8. Let's hear what Campos' plan is for the next six months at City Hall. Put the plan in writing and on the web for public debate. Will he run for the Board president's position? If not, who does he support as the next president after Chiu moves to Sacramento? Is Campos preparing a strategy for stopping the Maximus Partners luxury condo at the 16th Street BART Plaza? What legislation is he preparing to introduce and topics for discussion at the committee level?

9. I'd like for Campos to get interested in airing the San Francisco Fire Department's commission meetings on SF GovTV. In the spring, when I approached his City Hall office about pressuring the Department of Public Health's commission meetings on Channel 26, the staff wasn't interested in the project. Here we had a city agency with tremendous influences over the health of hundreds of thousands of citizens, not to mention a huge multimillion dollar budget, and no one could watch and hear the health commission meetings.

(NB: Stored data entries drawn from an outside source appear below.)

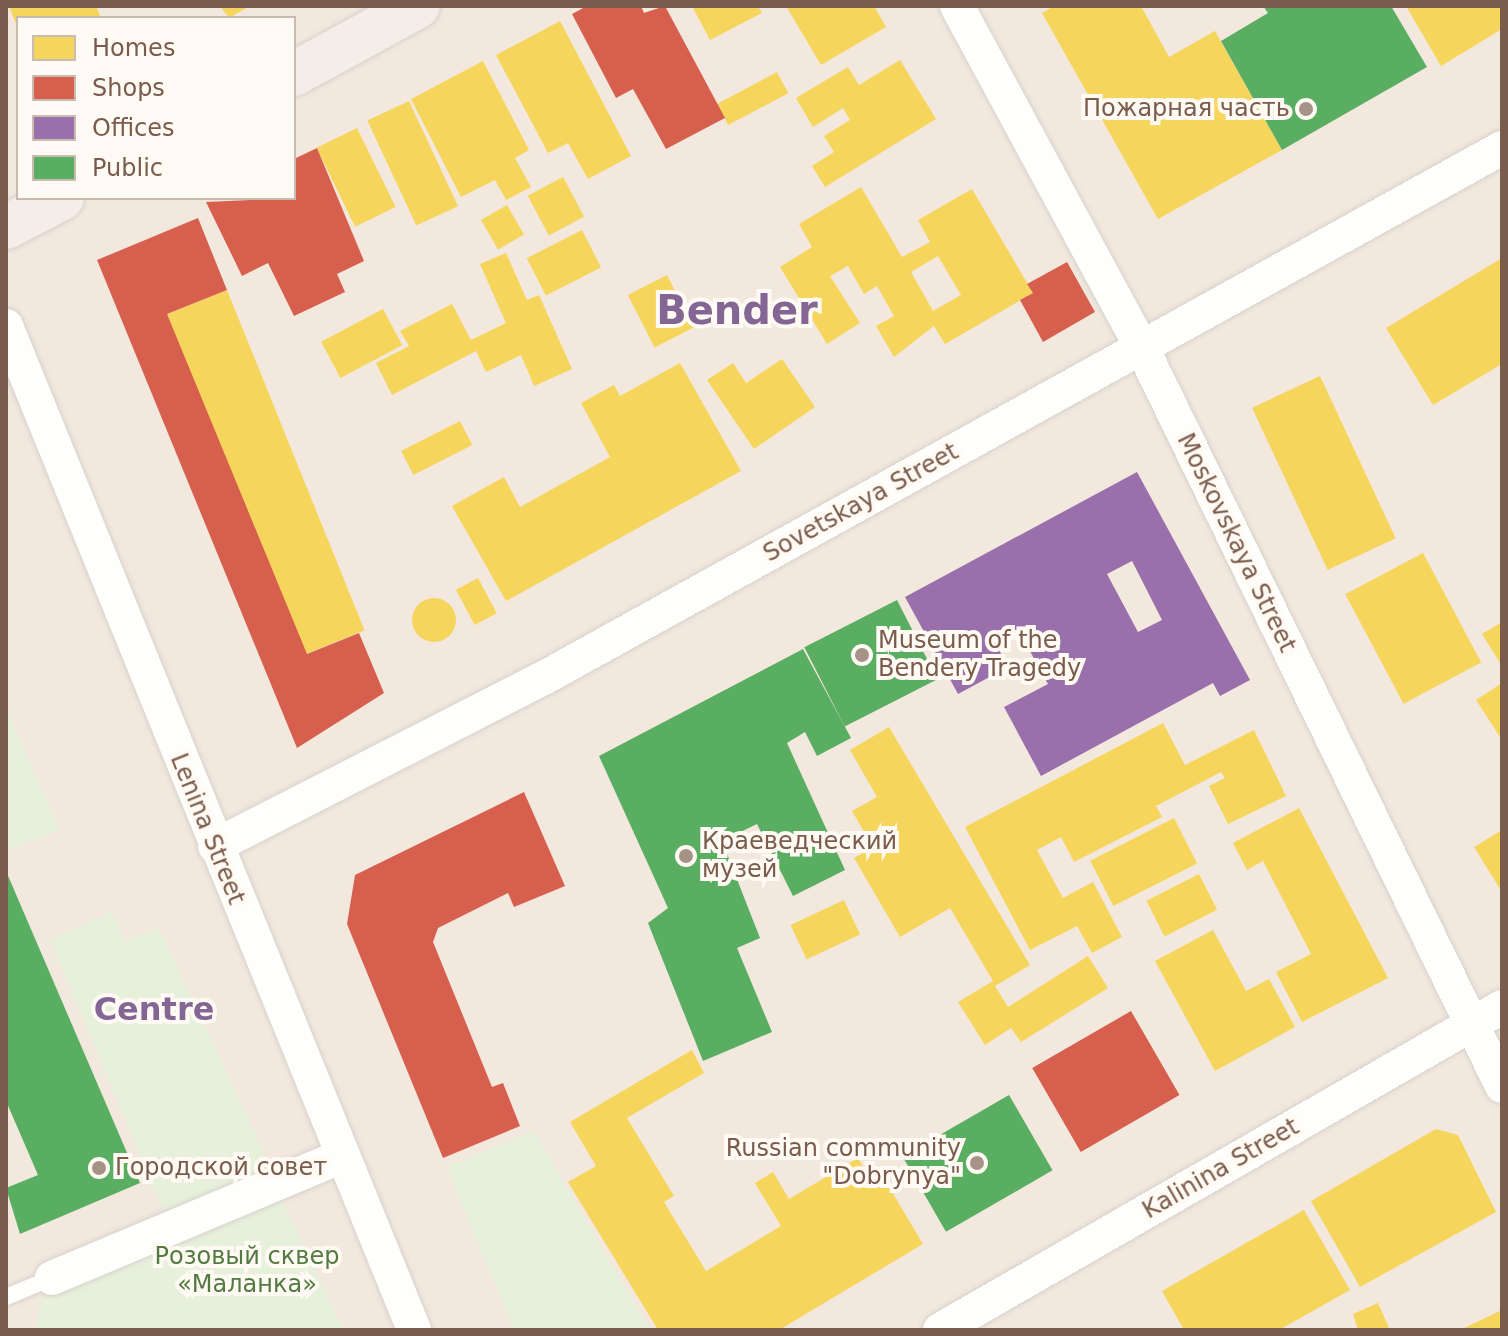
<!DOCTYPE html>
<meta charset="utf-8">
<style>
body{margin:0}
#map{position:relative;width:1508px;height:1336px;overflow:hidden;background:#f9f5f0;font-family:"DejaVu Sans",sans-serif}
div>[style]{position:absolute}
.residential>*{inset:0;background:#f2e8de}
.green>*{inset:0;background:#e7f0db}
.homes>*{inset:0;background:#f6d55c;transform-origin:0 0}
.round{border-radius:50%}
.shops>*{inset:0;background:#d6604d;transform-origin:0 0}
.offices>*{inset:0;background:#9970ab}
.public>*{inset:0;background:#5aae61;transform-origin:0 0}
.roads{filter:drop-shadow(0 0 2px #d7d1cb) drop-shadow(0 0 2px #d7d1cb)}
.lane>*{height:16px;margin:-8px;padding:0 8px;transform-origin:8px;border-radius:8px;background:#fefefd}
.street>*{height:34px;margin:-17px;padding:0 17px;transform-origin:17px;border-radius:17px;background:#fefefd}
.primary>*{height:44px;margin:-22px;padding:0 22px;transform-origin:22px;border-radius:22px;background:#f3eee8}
.dots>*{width:22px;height:22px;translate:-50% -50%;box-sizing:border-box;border:4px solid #fffaf3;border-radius:50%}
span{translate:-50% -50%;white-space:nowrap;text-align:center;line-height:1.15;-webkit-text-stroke:8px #fffaf3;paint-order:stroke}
.poi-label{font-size:24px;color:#7a5c4d}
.right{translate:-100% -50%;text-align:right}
.left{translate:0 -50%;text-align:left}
.street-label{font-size:24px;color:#7a5c4d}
.park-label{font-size:24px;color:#537a41}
.district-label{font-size:32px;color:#846695;font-weight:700}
.town-label{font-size:40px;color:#846695;font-weight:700}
.frame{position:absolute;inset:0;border:8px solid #7a5c4d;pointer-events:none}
.legend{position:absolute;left:16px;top:16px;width:280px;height:184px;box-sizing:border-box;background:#fffaf3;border:2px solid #cabbb1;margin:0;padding:10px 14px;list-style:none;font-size:24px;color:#7a5c4d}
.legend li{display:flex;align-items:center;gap:16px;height:40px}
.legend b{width:40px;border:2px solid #cabbb1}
</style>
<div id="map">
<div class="residential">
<div style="clip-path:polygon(evenodd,6px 6px,1502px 6px,1502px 1330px,6px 1330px,6px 6px,18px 18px,294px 18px,294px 198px,18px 198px,18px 18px)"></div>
</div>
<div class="green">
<div style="clip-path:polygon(6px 708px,60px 830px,10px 850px,6px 847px)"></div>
<div style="clip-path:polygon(112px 912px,126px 942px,159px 927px,278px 1183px,171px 1229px,50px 940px)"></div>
<div style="clip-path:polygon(534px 1131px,650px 1330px,514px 1330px,446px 1166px)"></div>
<div style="clip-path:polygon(277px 1190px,344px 1330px,34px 1330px,44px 1294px)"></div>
</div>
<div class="homes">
<div style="clip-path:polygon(9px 6px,96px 6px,101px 18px,18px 18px,18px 29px)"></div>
<div style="clip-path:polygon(220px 6px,250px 6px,229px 18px)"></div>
<div style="clip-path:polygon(692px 6px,758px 6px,762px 13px,710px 40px)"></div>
<div style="clip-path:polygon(786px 6px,874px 6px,886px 27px,821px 65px)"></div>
<div style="clip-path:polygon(1054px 6px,1141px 6px,1169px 57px,1215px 31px,1282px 150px,1158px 219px,1042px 13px)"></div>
<div style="clip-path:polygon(1406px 6px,1502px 6px,1502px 29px,1441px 66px)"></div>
<div style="clip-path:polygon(560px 21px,631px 156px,588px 179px,568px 143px,548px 153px,496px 55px)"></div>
<div style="clip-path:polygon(900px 60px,936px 119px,825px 187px,812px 166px,834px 152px,824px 136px,850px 120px,843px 108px,813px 127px,796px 98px,848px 67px,859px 85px)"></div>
<div style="clip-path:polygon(483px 61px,529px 150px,515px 158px,531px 187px,506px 200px,495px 180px,461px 197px,411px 99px)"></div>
<div style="left:777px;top:72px;width:24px;height:68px;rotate:62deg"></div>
<div style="left:409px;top:101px;width:116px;height:46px;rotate:65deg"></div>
<div style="left:357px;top:128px;width:88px;height:45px;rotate:64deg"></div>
<div style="left:563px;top:177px;width:45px;height:40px;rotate:62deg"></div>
<div style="clip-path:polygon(evenodd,861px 187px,902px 257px,930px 242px,918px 220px,972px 189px,1033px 293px,945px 344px,934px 326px,894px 357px,876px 326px,894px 316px,877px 286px,864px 294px,848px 266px,830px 276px,860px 323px,827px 344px,780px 267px,812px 247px,799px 224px,861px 187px,938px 256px,961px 295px,933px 311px,911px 272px,938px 256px)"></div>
<div style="left:507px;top:205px;width:34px;height:30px;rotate:60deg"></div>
<div style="left:582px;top:230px;width:42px;height:62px;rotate:63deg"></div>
<div style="clip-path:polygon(506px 253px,527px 300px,539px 295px,572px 369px,534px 386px,521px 355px,486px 372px,476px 351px,392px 395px,376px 363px,409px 346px,400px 331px,452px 304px,471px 340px,506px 323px,480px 264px)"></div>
<div style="clip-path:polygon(1502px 258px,1502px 364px,1433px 405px,1386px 328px)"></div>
<div style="left:667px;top:275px;width:59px;height:44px;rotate:63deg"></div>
<div style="left:227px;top:290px;width:367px;height:65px;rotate:68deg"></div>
<div style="left:383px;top:309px;width:41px;height:70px;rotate:62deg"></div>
<div style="clip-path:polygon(782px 359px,815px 407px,754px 449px,707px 380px,733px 363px,746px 383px)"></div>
<div style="clip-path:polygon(680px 363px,741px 471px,506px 601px,452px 506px,504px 477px,520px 507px,610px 457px,581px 403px,614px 385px,620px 396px)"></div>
<div style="left:1320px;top:376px;width:179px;height:75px;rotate:65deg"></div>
<div style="left:460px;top:421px;width:27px;height:66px;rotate:63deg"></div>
<div style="left:1423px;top:553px;width:124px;height:88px;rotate:62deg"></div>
<div style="left:478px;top:578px;width:40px;height:25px;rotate:62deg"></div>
<div class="round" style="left:412px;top:598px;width:44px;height:44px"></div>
<div style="clip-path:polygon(1502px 622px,1502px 666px,1482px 634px)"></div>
<div style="clip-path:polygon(1502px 683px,1502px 740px,1476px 700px)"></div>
<div style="clip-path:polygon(1163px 723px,1185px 765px,1254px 730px,1286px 796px,1228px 824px,1209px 786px,1225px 778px,1221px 772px,1156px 806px,1162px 817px,1074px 862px,1061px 837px,1037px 850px,1063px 898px,1093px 882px,1122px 937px,1092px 953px,1077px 926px,1030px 950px,965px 827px)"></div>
<div style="clip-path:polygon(889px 727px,1030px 965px,995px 986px,1008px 1007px,1088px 956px,1108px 988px,1021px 1042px,1011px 1028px,985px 1045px,958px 1002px,993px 981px,950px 908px,900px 937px,854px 858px,873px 847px,852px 811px,877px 797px,850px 750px)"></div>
<div style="clip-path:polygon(1299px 808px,1388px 978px,1302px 1022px,1276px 972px,1311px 954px,1263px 861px,1247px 870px,1233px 843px)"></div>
<div style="left:1174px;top:818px;width:51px;height:94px;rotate:63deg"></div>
<div style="clip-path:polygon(1502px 830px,1502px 892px,1474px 847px)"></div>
<div style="left:1199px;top:874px;width:40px;height:59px;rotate:63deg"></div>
<div style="left:844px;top:900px;width:38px;height:59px;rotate:65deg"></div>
<div style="clip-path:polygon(1213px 930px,1246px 991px,1269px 979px,1295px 1027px,1215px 1071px,1155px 961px)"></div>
<div style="clip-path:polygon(692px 1050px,704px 1073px,627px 1118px,674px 1196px,664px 1202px,706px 1271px,781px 1226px,755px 1183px,773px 1172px,789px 1199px,858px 1158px,873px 1183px,883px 1177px,923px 1244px,779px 1330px,658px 1330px,568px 1182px,596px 1166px,570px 1122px)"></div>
<div style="clip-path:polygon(1436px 1129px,1458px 1135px,1496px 1212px,1360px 1287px,1311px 1201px)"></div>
<div style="clip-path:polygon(1304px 1210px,1350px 1290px,1279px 1330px,1184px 1330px,1162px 1291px)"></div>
<div style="clip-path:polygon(1378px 1303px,1390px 1330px,1358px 1330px,1353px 1314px)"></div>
<div style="clip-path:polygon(1502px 1310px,1502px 1330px,1460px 1330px)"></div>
</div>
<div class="shops">
<div style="clip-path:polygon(587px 6px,641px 6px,644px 13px,665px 6px,725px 118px,666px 149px,633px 89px,616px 98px,572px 14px)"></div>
<div style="clip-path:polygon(317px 148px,364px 261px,337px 274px,345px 292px,294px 316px,268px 263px,242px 276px,206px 202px,294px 198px,294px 159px)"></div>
<div style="clip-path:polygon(198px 218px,227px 290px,167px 314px,307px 654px,359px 633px,384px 693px,297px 748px,97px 260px)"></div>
<div style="clip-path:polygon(1067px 262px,1095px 312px,1043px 342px,1020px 300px,1033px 293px,1027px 284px)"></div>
<div style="clip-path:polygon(524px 792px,565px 886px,514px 907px,508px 893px,438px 928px,433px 942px,492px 1087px,503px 1083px,520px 1126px,443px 1158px,347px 924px,355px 875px)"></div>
<div style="left:1131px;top:1011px;width:97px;height:114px;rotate:60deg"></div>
</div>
<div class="offices">
<div style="clip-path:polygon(evenodd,1137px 472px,1250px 680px,1220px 696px,1213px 683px,1041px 776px,1004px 707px,1048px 684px,1019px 631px,996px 644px,1008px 667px,958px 694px,905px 597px,1137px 472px,1132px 561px,1162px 620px,1138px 632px,1107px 574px,1132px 561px)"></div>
</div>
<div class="public">
<div style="clip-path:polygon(1263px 6px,1391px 6px,1427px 67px,1282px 150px,1221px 41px,1268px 13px)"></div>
<div style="left:897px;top:600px;width:89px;height:104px;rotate:63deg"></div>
<div style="clip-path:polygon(803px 649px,851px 738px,817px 756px,805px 732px,787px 743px,845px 870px,793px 896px,757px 824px,722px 841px,760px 938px,737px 948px,772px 1032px,703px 1061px,648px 923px,668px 908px,599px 756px)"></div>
<div style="clip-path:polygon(6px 871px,140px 1183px,20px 1234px,6px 1188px,38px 1175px,6px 1101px)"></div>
<div style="left:1009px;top:1095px;width:87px;height:123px;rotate:60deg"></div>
</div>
<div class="roads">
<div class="lane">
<div style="left:6px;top:1297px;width:50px;rotate:-22.4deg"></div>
</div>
<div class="street">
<div style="left:957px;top:6px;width:389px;rotate:61.6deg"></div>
<div style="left:1142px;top:348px;width:821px;rotate:64deg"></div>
<div style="left:6px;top:326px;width:1084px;rotate:67.88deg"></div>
<div style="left:215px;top:846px;width:367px;rotate:-27.1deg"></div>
<div style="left:542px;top:679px;width:1097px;rotate:-28.95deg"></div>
<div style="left:52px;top:1278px;width:312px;rotate:-22.8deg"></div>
<div style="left:940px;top:1330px;width:648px;rotate:-29.89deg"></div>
</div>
<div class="primary">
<div style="left:294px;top:74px;width:141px;rotate:-28.7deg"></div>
<div style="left:6px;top:227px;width:63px;rotate:-27.4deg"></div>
</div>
</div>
<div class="dots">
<div style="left:1306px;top:109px;background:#a69286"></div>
<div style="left:862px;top:655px;background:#a69286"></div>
<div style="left:686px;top:856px;background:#a69286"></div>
<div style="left:977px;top:1163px;background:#a69286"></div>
<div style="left:99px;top:1168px;background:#a69286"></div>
</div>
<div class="poi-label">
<span class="right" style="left:1290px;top:109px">Пожарная часть</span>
<span class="left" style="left:878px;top:655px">Museum of the<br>Bendery Tragedy</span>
<span class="left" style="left:702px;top:856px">Краеведческий<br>музей</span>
<span class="right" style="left:961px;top:1163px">Russian community<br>"Dobrynya"</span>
<span class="left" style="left:115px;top:1168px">Городской совет</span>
</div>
<div class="street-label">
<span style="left:861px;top:503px;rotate:-29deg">Sovetskaya Street</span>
<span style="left:1236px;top:543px;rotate:64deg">Moskovskaya Street</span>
<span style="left:207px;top:829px;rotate:68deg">Lenina Street</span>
<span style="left:1221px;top:1169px;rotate:-30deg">Kalinina Street</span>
</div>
<div class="park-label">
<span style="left:247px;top:1271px">Розовый сквер<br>«Маланка»</span>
</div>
<div class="district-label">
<span style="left:154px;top:1009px">Centre</span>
</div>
<div class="town-label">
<span style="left:737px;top:310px">Bender</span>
</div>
<div class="frame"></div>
<ul class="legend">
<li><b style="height:22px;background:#f6d55c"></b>Homes</li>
<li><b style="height:22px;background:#d6604d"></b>Shops</li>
<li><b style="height:22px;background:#9970ab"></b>Offices</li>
<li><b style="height:22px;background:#5aae61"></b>Public</li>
</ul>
</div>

After a month of my solo lobbying, DPH director Barbara Garcia authorized money be spent installing cameras and microphones in the auditorium at 101 Grove Street and the public and taxpayers now can tune in and watch anytime with the video-on-demand option at SF GovTV. Campos could have had a feather in his cap on this government transparency matter and used it as an example of his power of persuasion during the assembly race.

The fire department, with an $86 million budget, is under much pressure and scrutiny because of a shortage of trained EMT ambulance workers and poor response times to medical emergencies on the streets and in homes. Department chief Joanna Hayes-White faces calls from many quarters to be replaced. In short, a number of crises roil the SFFD and their commission meetings aren't televised. This must change in order to better serve the City and improve this vital department.

At minimum, Campos can send a letter to Chief White-Hayes strongly urging her to either move her meetings to a camera equipped room at City Hall, like the police commission did long ago, or install the necessary tech equipment to begin airing SFFD meetings on SF GovTV by the end of the year.

Campos has two years left on the Board of Supervisors. He's going to need plenty of prodding to be a better elected official. Let's see if he's open to my advice.

1 comment:

Anonymous said...

Those are some pretty basic and well-reasoned items for Campos (or any Supe) to consider and expedite.

Makes me wonder what we pay all that good money for right now?